» **Problem statement**: Report each line of the data below in which "this" appears.

Stored data entries:
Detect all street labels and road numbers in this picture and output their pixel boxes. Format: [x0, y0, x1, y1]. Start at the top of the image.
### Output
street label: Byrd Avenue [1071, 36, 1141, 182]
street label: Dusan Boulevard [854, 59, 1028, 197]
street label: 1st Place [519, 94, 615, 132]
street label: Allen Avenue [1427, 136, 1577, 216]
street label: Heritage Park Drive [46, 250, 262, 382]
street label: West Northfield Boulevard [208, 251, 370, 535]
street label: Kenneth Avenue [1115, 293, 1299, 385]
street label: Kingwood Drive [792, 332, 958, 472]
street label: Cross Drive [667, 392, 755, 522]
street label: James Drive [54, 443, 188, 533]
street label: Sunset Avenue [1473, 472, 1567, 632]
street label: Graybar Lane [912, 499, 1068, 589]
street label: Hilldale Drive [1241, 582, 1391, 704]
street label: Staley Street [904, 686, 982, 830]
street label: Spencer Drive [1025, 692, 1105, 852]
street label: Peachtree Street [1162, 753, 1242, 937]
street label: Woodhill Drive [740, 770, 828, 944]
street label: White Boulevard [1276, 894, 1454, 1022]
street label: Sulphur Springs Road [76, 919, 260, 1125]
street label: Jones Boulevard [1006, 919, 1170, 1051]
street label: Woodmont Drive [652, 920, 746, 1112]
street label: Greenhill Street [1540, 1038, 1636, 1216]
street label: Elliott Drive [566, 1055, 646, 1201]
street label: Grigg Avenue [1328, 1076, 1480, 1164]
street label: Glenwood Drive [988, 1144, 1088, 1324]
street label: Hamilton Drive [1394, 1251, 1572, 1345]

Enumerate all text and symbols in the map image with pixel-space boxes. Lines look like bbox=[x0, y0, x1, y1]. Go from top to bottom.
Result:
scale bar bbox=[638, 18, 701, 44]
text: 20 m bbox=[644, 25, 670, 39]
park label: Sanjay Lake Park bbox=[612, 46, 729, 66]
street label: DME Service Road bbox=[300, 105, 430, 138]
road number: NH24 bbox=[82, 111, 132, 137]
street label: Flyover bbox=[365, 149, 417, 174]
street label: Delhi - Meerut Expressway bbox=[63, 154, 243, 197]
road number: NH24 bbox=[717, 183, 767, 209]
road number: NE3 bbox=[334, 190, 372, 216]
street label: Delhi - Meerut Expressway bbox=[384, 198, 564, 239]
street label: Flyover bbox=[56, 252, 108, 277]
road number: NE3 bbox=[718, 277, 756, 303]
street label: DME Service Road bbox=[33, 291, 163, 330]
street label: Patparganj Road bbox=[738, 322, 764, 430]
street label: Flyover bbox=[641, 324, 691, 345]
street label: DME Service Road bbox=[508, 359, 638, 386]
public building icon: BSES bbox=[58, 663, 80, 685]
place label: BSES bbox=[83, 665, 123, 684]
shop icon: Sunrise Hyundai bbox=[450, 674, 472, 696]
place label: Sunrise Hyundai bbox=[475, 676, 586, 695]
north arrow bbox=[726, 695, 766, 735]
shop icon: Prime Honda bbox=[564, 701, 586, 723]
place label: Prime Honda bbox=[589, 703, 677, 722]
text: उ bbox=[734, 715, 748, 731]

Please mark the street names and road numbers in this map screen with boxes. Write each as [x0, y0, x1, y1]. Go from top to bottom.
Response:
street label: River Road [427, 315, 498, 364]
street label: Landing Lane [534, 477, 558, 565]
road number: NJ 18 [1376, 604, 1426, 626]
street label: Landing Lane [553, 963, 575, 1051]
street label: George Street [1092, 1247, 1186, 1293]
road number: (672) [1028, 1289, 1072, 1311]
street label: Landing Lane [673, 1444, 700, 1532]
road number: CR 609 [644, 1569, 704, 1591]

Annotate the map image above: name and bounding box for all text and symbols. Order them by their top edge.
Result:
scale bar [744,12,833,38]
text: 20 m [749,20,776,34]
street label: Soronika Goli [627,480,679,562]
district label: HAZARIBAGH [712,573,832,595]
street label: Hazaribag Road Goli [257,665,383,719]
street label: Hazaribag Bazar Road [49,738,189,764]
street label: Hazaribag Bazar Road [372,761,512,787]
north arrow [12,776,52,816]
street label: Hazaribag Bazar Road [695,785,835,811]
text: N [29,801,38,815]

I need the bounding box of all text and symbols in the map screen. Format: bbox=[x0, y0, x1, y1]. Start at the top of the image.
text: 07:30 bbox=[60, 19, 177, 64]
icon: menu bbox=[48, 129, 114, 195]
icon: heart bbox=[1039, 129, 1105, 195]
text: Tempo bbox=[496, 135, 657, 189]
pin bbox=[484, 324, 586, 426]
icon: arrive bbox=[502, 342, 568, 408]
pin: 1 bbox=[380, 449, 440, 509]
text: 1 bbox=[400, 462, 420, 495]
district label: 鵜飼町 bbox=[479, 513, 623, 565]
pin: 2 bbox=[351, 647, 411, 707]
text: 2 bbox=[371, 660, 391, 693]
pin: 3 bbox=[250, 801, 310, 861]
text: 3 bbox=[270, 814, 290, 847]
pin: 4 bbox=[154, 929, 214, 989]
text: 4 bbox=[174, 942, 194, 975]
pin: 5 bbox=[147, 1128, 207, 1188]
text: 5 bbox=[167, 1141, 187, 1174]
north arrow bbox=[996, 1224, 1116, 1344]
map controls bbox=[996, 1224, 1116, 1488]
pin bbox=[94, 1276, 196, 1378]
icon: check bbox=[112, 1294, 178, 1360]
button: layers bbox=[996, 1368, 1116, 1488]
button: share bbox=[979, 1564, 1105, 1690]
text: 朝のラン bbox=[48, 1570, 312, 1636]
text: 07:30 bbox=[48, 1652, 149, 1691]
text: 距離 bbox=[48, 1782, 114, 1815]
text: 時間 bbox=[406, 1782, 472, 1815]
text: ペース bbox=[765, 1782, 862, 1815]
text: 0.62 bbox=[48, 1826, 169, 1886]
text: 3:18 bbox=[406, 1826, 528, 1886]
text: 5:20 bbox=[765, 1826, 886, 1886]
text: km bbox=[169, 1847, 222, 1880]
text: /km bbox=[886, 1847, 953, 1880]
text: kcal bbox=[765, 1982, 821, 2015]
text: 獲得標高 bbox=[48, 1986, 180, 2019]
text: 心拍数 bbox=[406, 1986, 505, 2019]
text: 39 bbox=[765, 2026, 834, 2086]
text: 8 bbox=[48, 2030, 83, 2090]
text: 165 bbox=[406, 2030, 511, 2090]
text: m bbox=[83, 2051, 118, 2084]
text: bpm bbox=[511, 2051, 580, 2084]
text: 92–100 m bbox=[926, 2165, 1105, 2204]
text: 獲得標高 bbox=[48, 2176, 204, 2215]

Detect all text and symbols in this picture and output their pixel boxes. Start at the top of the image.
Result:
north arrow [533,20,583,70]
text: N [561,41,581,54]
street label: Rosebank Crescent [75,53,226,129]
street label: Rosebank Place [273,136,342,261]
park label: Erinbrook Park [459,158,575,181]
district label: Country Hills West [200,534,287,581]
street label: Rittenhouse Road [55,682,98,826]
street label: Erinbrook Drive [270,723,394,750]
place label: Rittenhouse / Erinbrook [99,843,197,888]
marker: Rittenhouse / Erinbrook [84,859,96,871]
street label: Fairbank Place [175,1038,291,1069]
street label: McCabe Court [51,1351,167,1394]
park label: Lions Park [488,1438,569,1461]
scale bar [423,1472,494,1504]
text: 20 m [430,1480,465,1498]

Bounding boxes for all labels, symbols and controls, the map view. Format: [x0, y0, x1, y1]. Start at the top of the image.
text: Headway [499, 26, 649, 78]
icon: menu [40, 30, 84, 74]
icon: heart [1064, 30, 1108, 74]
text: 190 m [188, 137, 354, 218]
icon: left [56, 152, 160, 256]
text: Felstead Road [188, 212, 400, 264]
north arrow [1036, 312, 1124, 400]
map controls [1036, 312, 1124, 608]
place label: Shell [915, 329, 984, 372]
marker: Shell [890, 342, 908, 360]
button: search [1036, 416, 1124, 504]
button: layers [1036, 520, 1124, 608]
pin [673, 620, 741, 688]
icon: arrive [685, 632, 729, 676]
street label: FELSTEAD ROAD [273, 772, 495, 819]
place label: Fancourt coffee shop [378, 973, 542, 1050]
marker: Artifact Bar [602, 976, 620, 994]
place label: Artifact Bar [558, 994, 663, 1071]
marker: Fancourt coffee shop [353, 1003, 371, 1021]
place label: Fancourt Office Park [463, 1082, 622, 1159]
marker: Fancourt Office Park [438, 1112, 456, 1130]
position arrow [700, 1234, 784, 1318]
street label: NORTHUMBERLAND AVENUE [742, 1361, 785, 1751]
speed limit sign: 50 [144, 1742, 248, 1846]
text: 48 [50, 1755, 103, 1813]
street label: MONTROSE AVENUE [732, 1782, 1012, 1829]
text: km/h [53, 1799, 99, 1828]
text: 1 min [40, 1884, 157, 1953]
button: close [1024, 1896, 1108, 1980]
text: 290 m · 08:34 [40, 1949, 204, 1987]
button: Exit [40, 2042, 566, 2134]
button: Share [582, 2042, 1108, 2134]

» **Expected answer**:
Detect all street labels and road numbers in this picture and output their pixel boxes. Format: [x0, y0, x1, y1]. Start at the top of the image.
Please mark the street names and road numbers in this map screen with boxes. Write each as [x0, y0, x1, y1]. Go from top to bottom.
Detect all text and symbols in this picture and output their pixel boxes. Start at the top of the image.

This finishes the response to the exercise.